Tulisan opini itu berjudul "Visiting leaders show disrespect by failing to share platform with Jacinda Ardern".

Dalam artikel opini itu (yang tanpa satupun memuat kutipan narasumber, pakar, atau pengamat politik), Young mengkritik Jokowi karena sang Presiden RI 'menolak untuk melakukan konferensi pers bersama' usai melakukan dialog bilateral dengan Perdana Menteri Selandia Baru Jacinda Ardern.

"Saat berkunjung, Kementerian Luar Negeri dan Perdagangan Selandia Baru mengusulkan konferensi pers bersama antara Presiden Jokowi dengan PM Jacinda Ardern. Tapi, ia (Jokowi) menolak," tulis Young seperti dikutip dari NZ Herald.

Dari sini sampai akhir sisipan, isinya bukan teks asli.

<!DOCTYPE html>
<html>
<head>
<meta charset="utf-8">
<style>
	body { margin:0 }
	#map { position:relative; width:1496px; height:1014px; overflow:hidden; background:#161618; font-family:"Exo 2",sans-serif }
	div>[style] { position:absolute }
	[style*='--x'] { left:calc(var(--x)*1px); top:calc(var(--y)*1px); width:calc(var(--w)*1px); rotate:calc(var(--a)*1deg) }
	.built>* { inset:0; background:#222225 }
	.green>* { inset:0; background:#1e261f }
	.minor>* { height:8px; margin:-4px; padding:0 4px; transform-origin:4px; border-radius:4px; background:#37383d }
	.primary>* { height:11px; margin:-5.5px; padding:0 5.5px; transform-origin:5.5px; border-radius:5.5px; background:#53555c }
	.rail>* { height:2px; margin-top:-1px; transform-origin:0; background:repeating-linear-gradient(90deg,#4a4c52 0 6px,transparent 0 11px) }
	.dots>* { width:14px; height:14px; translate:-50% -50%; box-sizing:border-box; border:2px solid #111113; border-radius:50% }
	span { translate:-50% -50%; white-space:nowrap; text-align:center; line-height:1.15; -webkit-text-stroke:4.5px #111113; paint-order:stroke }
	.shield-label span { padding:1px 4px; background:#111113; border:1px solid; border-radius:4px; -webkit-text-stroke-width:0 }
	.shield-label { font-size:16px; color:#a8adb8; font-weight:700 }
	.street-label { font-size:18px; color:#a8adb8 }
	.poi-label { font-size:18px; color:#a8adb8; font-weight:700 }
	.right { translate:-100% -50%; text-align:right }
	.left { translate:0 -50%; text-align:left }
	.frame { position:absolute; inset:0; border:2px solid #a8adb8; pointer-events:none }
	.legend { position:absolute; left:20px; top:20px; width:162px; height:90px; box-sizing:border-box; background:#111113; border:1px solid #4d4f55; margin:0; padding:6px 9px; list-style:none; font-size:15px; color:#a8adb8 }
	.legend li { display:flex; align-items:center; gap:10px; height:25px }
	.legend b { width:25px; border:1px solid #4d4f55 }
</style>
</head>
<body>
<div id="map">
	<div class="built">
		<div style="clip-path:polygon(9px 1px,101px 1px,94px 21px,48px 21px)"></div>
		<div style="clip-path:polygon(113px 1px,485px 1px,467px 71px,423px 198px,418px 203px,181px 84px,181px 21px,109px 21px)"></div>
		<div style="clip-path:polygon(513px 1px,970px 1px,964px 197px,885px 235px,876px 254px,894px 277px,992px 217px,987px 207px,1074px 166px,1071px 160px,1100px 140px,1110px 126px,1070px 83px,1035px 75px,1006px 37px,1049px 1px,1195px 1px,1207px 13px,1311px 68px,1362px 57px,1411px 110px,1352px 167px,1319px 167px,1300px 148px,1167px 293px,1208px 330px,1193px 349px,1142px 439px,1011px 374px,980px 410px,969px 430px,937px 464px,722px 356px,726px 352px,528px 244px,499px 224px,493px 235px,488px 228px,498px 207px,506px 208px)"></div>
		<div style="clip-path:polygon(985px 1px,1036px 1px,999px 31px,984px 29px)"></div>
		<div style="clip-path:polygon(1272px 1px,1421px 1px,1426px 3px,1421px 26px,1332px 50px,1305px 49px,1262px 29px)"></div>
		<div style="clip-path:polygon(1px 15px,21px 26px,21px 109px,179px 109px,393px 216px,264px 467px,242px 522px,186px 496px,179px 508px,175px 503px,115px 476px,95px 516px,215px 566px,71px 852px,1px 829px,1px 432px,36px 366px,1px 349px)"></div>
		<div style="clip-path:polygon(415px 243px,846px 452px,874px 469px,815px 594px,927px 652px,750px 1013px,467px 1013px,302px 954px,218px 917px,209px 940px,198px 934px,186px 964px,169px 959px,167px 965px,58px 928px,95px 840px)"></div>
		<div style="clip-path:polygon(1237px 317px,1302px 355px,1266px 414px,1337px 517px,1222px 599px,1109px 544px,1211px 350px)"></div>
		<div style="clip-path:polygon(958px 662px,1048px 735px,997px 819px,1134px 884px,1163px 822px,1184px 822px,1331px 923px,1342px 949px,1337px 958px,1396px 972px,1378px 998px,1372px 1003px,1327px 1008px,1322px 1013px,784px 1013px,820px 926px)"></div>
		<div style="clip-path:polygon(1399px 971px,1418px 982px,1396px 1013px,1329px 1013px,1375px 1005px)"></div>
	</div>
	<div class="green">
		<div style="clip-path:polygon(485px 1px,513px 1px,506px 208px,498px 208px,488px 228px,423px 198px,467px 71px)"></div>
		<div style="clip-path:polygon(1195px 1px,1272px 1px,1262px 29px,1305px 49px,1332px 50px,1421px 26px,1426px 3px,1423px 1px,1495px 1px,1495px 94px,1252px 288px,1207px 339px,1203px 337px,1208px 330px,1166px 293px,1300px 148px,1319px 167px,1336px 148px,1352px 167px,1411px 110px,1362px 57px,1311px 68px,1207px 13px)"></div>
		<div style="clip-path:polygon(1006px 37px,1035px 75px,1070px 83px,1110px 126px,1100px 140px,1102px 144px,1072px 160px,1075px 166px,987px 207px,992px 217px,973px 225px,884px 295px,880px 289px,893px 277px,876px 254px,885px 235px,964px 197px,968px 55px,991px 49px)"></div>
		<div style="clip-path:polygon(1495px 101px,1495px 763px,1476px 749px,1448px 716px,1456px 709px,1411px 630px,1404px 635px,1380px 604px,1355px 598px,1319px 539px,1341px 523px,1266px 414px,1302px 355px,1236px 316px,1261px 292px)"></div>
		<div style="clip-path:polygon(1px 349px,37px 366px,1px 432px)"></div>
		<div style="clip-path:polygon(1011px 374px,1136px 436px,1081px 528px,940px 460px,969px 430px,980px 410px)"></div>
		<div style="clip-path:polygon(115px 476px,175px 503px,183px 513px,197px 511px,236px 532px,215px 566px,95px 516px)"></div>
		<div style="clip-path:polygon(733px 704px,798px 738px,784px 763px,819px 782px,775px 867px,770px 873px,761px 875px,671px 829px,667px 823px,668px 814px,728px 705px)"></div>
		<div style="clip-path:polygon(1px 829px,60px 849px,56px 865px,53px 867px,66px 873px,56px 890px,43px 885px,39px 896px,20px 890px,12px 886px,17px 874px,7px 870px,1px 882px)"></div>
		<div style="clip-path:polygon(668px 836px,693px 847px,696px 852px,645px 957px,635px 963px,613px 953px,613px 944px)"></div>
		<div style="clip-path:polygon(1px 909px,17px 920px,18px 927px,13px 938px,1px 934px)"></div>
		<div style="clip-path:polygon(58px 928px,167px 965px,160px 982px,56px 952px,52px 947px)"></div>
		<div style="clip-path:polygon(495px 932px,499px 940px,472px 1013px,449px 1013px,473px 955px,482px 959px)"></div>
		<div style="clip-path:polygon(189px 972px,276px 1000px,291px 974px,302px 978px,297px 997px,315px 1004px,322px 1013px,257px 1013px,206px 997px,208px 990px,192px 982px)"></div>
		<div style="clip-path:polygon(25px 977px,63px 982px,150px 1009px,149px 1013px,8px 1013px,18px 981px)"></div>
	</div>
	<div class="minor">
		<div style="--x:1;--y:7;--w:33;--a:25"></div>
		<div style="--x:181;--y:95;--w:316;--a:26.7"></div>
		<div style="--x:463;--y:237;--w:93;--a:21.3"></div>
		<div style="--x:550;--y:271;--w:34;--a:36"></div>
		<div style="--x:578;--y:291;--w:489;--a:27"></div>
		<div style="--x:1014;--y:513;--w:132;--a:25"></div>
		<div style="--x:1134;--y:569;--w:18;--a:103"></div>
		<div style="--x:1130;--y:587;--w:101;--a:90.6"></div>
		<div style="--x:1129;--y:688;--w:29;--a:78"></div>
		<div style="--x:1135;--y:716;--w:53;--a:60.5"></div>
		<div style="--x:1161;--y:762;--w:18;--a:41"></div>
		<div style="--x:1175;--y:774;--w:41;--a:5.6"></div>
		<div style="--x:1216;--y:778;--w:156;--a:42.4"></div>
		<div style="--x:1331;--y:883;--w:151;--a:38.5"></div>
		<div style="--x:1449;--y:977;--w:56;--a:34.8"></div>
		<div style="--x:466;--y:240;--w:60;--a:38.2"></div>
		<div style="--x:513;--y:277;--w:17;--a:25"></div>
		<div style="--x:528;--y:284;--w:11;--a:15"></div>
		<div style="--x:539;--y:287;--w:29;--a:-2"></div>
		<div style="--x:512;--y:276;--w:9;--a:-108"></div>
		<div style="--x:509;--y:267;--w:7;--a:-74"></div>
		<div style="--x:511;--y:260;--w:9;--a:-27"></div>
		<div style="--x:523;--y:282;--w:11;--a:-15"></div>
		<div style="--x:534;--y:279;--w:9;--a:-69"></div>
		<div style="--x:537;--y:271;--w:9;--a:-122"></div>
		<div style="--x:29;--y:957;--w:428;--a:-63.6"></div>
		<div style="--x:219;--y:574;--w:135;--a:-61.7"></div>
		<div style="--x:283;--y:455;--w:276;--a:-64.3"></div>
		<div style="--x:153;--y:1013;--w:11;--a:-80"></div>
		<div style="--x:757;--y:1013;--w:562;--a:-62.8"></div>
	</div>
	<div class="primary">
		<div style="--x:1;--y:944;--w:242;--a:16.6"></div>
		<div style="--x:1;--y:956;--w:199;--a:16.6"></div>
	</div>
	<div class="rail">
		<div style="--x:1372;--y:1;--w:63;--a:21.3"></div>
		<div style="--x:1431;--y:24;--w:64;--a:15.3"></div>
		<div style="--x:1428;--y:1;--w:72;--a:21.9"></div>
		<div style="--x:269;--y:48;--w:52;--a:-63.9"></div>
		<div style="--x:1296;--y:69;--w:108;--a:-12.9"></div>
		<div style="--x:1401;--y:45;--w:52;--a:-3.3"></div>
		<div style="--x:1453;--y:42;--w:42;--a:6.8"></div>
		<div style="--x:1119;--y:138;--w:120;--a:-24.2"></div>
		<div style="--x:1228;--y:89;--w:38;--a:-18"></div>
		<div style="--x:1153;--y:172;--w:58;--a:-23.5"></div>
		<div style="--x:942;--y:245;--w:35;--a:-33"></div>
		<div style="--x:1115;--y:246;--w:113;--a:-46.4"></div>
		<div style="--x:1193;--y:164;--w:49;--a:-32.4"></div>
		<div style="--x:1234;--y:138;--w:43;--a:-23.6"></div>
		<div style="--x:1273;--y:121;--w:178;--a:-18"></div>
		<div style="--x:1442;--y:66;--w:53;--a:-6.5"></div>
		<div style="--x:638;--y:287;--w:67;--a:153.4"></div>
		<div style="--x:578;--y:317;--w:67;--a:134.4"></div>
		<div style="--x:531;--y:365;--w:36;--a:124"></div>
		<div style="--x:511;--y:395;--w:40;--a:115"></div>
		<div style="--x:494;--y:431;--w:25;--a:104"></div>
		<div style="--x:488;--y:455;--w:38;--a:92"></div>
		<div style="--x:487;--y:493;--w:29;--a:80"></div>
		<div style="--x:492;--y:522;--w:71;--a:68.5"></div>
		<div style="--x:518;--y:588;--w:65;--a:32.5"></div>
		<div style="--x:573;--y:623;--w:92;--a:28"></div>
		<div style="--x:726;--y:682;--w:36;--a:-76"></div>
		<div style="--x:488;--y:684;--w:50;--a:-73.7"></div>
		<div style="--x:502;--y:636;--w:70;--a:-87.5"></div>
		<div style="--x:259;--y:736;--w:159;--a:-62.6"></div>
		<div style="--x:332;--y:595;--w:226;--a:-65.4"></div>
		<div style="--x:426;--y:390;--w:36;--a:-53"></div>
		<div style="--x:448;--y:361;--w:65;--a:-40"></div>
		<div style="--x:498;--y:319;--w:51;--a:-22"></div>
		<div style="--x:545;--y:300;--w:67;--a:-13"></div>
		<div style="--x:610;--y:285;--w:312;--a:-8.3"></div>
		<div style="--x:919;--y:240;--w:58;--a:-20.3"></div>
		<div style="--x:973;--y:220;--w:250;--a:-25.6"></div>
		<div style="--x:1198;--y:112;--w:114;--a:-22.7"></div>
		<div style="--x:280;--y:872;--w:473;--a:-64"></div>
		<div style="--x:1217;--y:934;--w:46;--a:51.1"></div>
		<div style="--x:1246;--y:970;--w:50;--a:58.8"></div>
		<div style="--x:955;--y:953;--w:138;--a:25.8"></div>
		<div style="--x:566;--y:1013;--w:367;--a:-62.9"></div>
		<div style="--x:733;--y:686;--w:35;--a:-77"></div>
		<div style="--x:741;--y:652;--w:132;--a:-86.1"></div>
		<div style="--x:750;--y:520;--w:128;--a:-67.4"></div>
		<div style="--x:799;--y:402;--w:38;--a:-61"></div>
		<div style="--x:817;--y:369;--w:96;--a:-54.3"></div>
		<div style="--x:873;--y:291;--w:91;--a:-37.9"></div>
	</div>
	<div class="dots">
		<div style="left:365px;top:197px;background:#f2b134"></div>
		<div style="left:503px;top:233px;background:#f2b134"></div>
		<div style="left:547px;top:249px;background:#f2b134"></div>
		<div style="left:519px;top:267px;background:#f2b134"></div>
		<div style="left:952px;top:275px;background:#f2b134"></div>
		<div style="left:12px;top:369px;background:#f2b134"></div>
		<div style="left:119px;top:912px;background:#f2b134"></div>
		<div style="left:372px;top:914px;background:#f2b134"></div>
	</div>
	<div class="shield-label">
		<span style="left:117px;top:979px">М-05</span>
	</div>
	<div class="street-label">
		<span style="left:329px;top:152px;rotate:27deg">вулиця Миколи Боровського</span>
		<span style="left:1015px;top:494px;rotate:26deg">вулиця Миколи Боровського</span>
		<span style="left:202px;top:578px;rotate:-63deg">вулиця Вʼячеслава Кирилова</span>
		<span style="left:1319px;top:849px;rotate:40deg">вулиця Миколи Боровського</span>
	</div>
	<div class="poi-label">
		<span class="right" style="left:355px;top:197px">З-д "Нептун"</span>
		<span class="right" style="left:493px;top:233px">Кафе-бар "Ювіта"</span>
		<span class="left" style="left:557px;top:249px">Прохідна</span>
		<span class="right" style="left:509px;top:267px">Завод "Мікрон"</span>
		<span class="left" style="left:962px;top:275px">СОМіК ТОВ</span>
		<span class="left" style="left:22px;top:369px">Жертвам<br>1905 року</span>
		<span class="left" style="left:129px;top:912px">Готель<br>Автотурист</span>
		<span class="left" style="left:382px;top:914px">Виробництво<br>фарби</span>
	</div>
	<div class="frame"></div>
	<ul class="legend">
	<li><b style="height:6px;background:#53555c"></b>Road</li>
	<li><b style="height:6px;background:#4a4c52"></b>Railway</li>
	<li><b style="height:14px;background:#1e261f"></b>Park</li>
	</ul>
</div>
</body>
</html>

Young juga menilai sikap Jokowi 'sebuah penghinaan' terhadap PM Selandia Baru.

"Meski Ardern bersikap diplomatik dengan menyebut sikap itu bukan sebuah penghinaan, justru sebaliknya," lanjutnya.

Perempuan itu juga menulis bahwa 'Jokowi tampak ingin menghindari pertanyaan-pertanyaan sensitif, seperti isu Papua Barat' dengan menolak melakukan konferensi pers bersama.

Usai tulisan itu terbit, baik versi cetak atau daring, beragam komentar dari publik deras mengalir -- termasuk yang bernuansa negatif.

Menuai Protes dari Dubes RI di Selandia Baru

Duta Besar RI untuk Selandia Baru, Tantowi Yahya memprotes dan mengaku kecewa terhadap artikel yang ditulis jurnalis New Zaeland Herald itu.

"Kami sudah melayangkan protes keras kepada si penulis dan mendesaknya untuk membuat klarifikasi karena apa yang dia tulis tidak sesuai dengan kenyataan sesungguhnya," kata Dubes Tantowi dalam sebuah pernyataan tertulis yang diterima Liputan6.com (26/3/2018).

Padahal, lanjut Tantowi, lawatan Jokowi ke Selandia Baru dan pertemuan dengan PM Jacinda Ardern sejatinya 'sukses, positif dan konstruktif, serta membuahkan hasil yang produktif bagi kedua negara'.

"Kami sangat kecewa dengan pemberitaan yang ditulis oleh Audrey Young yang dibuat tanpa dukungan fakta dan konfirmasi baik dari pemerintah Selandia Baru maupun KBRI Wellington selaku perwakilan Pemerintah Indonesia," lanjutnya.

"Kami juga kecewa tulisan yang dibuat berdasarkan asumsi si penulis tersebut telah menciptakan persepsi yang salah tentang Presiden Joko Widodo," lanjut sang Duta Besar RI untuk Selandia Baru.

2 dari 2 halaman

Klarifikasi Dubes Tantowi

Dalam sebuah pernyataan tertulis yang diterima Liputan6.com, Dubes RI untuk Selandia Baru, Tantowi Yahya mengklarifikasi latar belakang di balik tak terselenggaranya konferensi pers usai pertemuan bilateral Presiden Jokowi dan PM Ardern pada pekan lalu.

"Yang benar, keputusan untuk tidak membuat keterangan Pers adalah usulan dari Kementerian Luar Negeri dan Perdagangan Selandia Baru yang kemudian diadopsi menjadi keputusan bersama," kata Tantowi.

"Untuk konsumsi publik, hasil-hasil pertemuan akan disarikan dalam pernyataan bersama (joint statement) yang akan dimuat di website resmi kedua negara. Sebagai tamu, kami menghargai posisi yang diambil oleh tuan rumah. Kami mendukung sepenuhnya karena tidak ada yang salah dengan sikap tersebut," lanjutnya.

Sang Dubes juga mengatakan bahwa sejatinya, Jokowi, sebagai presiden dari negara demokrasi terbesar ketiga di dunia, 'menjunjung tinggi kebebasan berekspresi dan indepensi Pers sebagai salah satu pilar demokrasi'.

Indonesia dan Selandia Baru tahun ini merayakan 60 tahun hubungan diplomatik.

Dalam kurun waktu tersebut, banyak yang sudah dicapai oleh kedua negara dari mulai perdagangan, investasi, pendidikan, pertanian, pariwisata, penanganan bencana, politik sampai dengan kerjasama di bidang pertahanan dan kontra terorisme.

Kedua negara sepakat untuk meningkatkan derajat hubungan dari Strategic ke Comprehensive. Kedua negara juga berkomitmen untuk meningkatkan perdagangan dari NZ$ 1,6 miliar ke NZ$ 4 miliar sebelum 2024.